> **Dataset entries**:
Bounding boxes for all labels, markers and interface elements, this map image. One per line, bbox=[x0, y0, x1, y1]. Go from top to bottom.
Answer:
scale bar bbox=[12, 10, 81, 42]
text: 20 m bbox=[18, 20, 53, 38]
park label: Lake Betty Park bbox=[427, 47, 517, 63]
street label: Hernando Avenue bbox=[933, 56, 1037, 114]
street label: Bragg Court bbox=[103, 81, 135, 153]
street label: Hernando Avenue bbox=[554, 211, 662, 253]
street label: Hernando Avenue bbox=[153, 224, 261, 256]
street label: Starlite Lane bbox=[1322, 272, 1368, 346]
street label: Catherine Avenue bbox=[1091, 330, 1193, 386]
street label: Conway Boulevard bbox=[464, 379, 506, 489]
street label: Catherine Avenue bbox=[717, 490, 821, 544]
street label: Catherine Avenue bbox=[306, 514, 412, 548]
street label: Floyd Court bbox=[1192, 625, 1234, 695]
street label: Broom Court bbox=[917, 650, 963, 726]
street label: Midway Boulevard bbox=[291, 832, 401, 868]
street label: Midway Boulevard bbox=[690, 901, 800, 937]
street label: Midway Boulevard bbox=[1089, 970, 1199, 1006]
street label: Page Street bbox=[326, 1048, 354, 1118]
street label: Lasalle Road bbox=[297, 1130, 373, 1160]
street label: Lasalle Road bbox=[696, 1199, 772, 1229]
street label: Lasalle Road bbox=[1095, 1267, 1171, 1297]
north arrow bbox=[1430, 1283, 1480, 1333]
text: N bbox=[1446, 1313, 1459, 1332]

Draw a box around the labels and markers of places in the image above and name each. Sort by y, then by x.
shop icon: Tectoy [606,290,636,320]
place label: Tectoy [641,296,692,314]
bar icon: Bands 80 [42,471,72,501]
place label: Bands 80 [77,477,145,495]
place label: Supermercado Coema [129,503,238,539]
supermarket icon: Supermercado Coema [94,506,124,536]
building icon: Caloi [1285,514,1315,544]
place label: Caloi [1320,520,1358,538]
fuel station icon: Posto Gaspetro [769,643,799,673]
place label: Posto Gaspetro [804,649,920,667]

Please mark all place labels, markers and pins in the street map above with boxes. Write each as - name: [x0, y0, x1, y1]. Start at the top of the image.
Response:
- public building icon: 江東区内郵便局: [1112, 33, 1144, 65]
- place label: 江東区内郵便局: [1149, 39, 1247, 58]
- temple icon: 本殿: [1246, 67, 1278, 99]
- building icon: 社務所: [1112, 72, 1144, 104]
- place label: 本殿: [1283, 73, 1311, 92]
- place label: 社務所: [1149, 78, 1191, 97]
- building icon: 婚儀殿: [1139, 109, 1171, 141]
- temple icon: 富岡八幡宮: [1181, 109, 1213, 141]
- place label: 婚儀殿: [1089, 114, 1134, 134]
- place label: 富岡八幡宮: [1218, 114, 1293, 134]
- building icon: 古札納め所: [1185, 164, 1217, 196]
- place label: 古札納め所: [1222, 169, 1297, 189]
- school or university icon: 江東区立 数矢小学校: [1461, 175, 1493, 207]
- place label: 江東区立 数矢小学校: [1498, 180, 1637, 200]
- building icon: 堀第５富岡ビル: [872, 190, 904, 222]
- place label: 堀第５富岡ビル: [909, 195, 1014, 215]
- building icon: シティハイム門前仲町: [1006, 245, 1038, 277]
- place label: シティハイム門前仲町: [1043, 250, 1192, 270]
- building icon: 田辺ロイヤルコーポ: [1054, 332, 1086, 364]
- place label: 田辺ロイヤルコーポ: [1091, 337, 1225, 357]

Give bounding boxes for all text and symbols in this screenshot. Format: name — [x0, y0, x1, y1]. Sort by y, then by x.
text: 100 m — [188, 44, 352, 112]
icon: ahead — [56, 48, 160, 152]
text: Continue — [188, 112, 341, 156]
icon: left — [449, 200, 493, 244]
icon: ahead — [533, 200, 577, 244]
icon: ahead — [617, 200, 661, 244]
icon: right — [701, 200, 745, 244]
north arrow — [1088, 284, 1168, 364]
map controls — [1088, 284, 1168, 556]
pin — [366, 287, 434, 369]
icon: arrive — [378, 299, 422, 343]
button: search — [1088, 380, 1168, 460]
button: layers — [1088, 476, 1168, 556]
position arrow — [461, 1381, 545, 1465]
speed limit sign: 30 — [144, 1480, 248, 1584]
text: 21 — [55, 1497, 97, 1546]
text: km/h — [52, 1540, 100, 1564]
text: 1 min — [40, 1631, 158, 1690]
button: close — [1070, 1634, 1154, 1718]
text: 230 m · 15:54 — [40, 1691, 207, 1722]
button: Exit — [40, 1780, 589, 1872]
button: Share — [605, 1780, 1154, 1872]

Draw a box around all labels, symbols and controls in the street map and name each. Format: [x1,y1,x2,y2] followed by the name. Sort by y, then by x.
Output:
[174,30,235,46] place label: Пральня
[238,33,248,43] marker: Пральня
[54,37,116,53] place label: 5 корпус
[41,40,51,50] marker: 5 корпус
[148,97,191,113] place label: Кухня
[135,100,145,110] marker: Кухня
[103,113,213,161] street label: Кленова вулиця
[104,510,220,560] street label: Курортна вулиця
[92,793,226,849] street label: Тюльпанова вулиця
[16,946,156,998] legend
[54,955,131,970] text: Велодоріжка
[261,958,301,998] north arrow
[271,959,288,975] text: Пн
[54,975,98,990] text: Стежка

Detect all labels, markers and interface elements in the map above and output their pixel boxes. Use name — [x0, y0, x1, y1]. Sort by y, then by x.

> **Aim of the task**:
For the word "interface", state how many lines of the entries contain it, with nothing else.

> **Exercise answer**:
2